INFORMATION SHOWN |

- - -

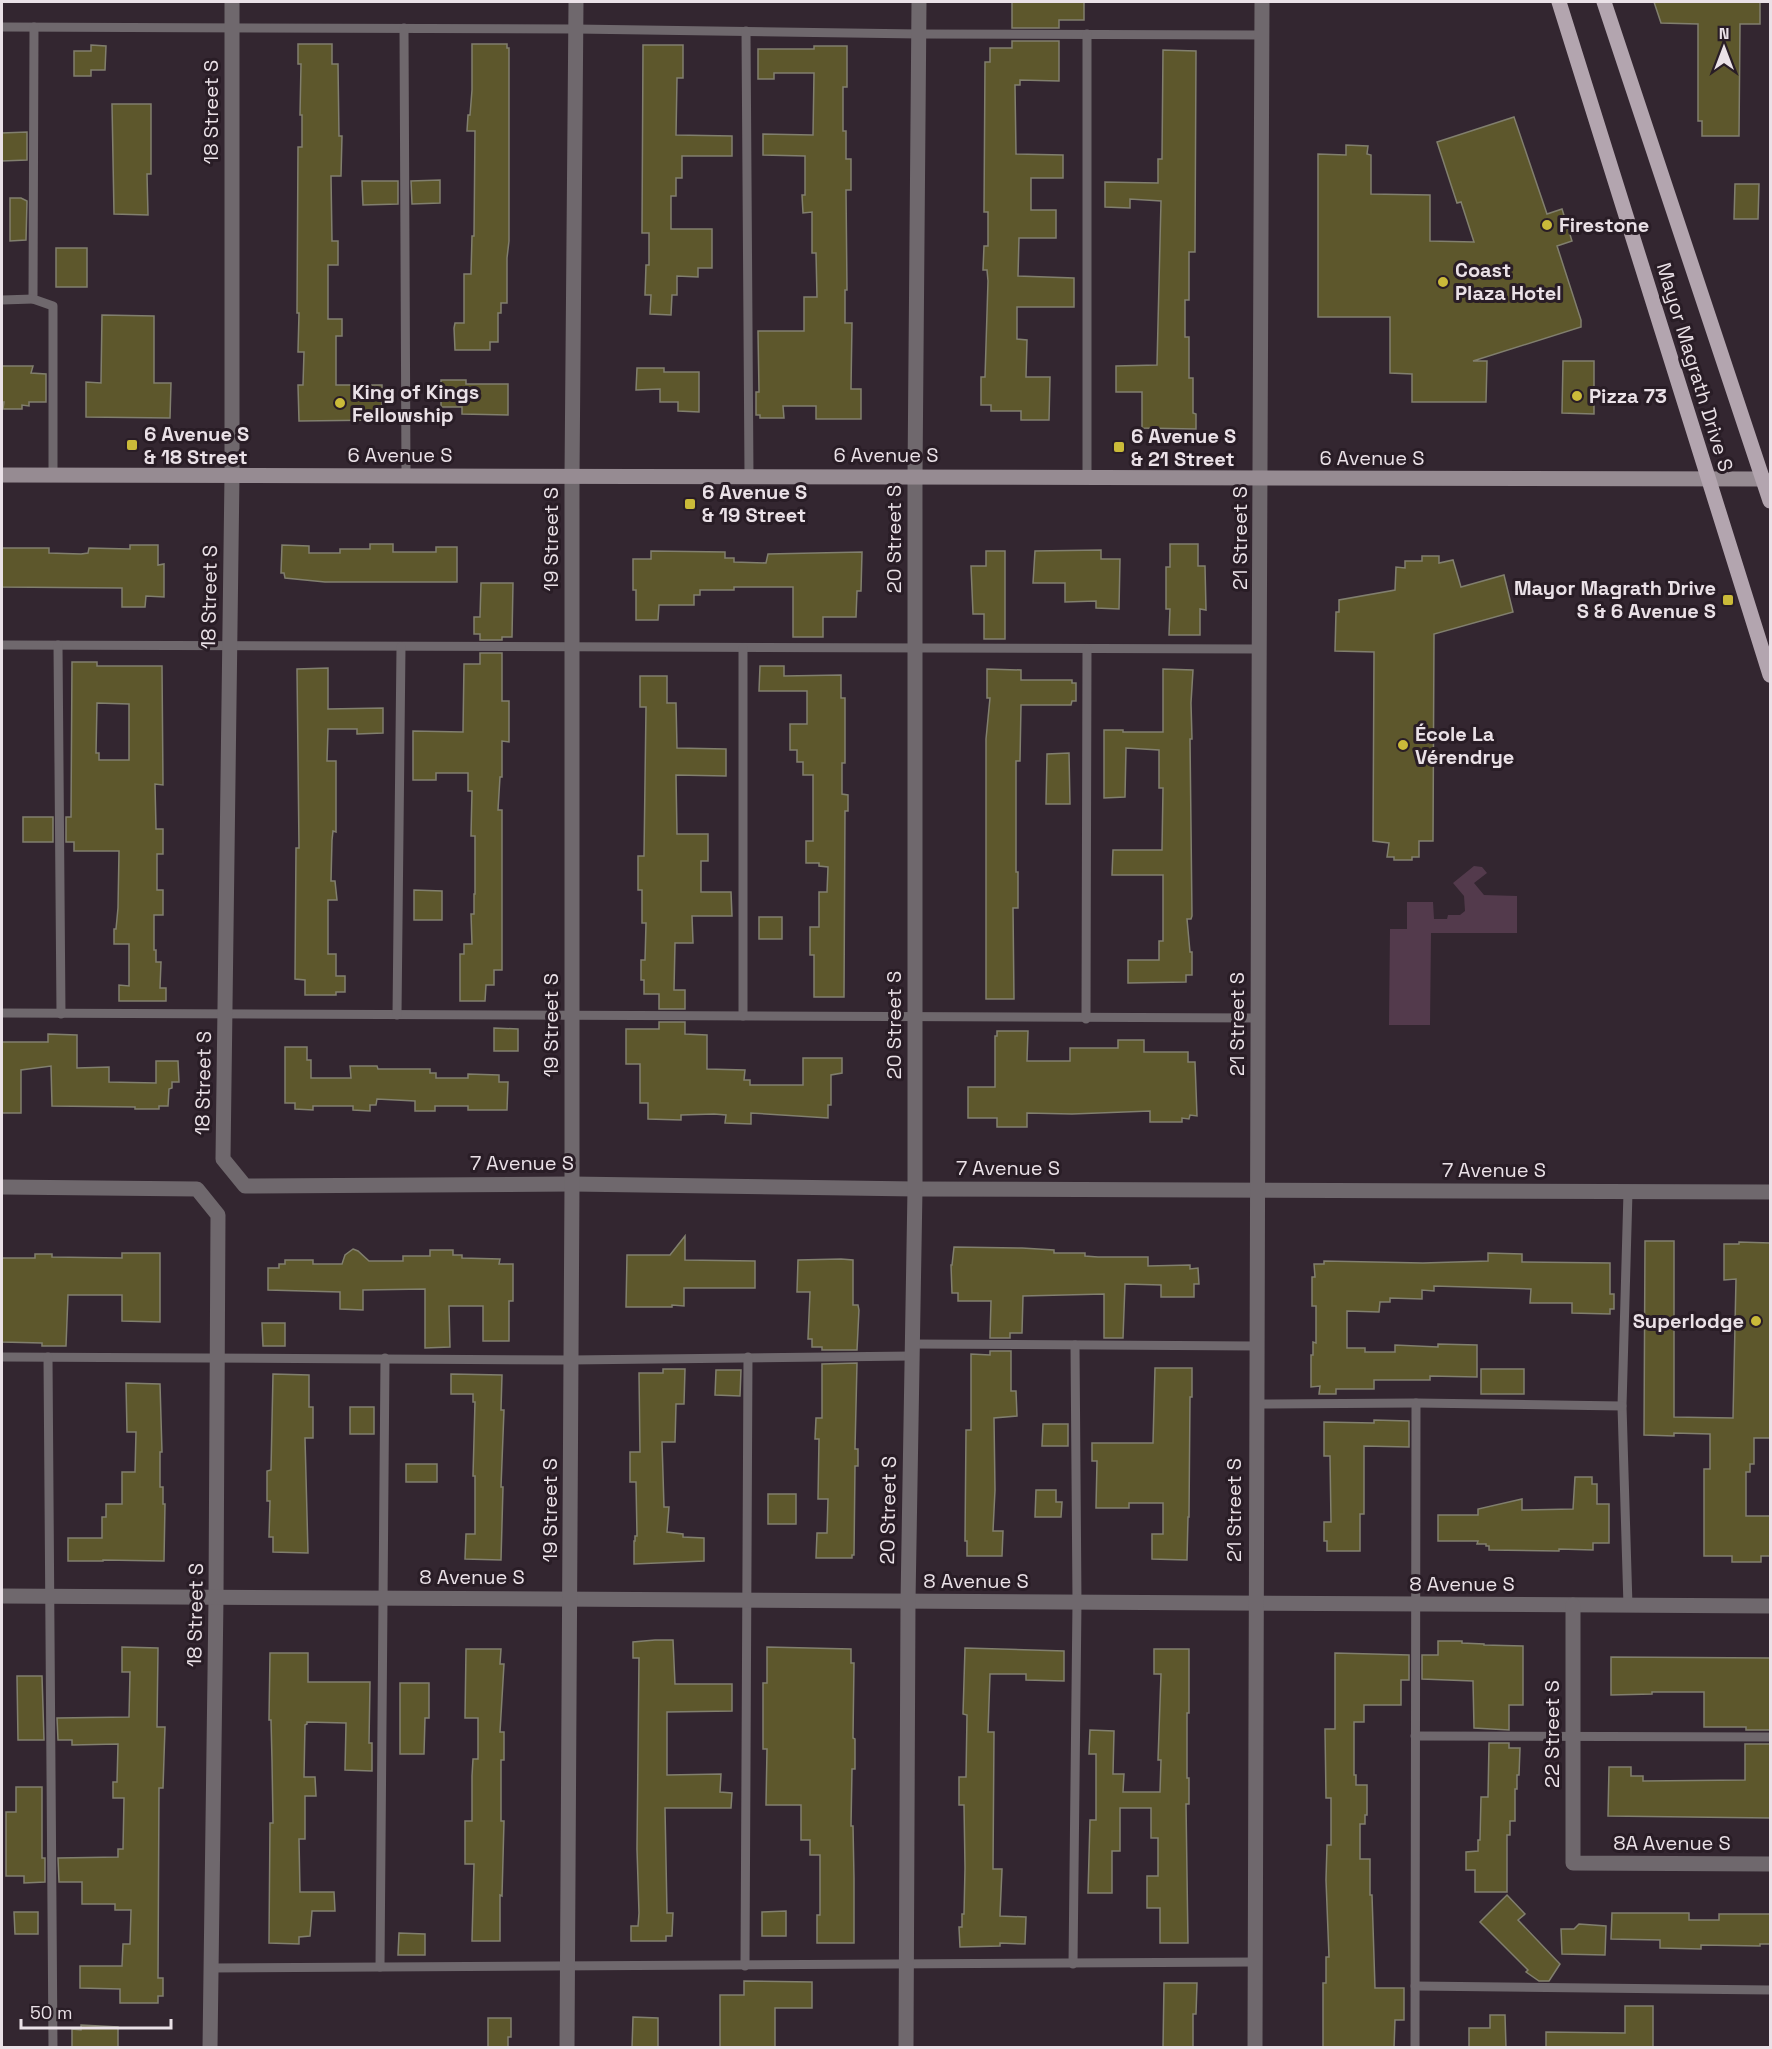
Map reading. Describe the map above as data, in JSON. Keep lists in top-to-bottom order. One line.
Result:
{"streets":{"main road":["Mayor Magrath Drive S","6 Avenue S"],"street":["18 Street S","21 Street S","19 Street S","20 Street S","7 Avenue S","8 Avenue S","22 Street S","8A Avenue S"]},"crossings":[["18 Street S","6 Avenue S"],["18 Street S","7 Avenue S"],["18 Street S","8 Avenue S"],["Mayor Magrath Drive S","6 Avenue S"],["6 Avenue S","21 Street S"],["6 Avenue S","19 Street S"],["6 Avenue S","20 Street S"],["21 Street S","7 Avenue S"],["21 Street S","8 Avenue S"],["19 Street S","7 Avenue S"],["19 Street S","8 Avenue S"],["20 Street S","7 Avenue S"],["20 Street S","8 Avenue S"],["8 Avenue S","22 Street S"],["22 Street S","8A Avenue S"]],"places":{"other":["Firestone","Coast Plaza Hotel","Pizza 73","King of Kings Fellowship","École La Vérendrye","Superlodge"],"transit":["6 Avenue S & 18 Street","6 Avenue S & 21 Street","6 Avenue S & 19 Street","Mayor Magrath Drive S & 6 Avenue S"]},"scale_bar":"50 m","north":"top"}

- - -

AIM OF THE TASK | Repeat the listing verbatim. Skip the pictures.

TASK OUTPUT |
Map reading. Describe the map above as data, in JSON. Keep lists in top-to-bottom order. One line.
Result:
{"streets":{"main road":["Mayor Magrath Drive S","6 Avenue S"],"street":["18 Street S","21 Street S","19 Street S","20 Street S","7 Avenue S","8 Avenue S","22 Street S","8A Avenue S"]},"crossings":[["18 Street S","6 Avenue S"],["18 Street S","7 Avenue S"],["18 Street S","8 Avenue S"],["Mayor Magrath Drive S","6 Avenue S"],["6 Avenue S","21 Street S"],["6 Avenue S","19 Street S"],["6 Avenue S","20 Street S"],["21 Street S","7 Avenue S"],["21 Street S","8 Avenue S"],["19 Street S","7 Avenue S"],["19 Street S","8 Avenue S"],["20 Street S","7 Avenue S"],["20 Street S","8 Avenue S"],["8 Avenue S","22 Street S"],["22 Street S","8A Avenue S"]],"places":{"other":["Firestone","Coast Plaza Hotel","Pizza 73","King of Kings Fellowship","École La Vérendrye","Superlodge"],"transit":["6 Avenue S & 18 Street","6 Avenue S & 21 Street","6 Avenue S & 19 Street","Mayor Magrath Drive S & 6 Avenue S"]},"scale_bar":"50 m","north":"top"}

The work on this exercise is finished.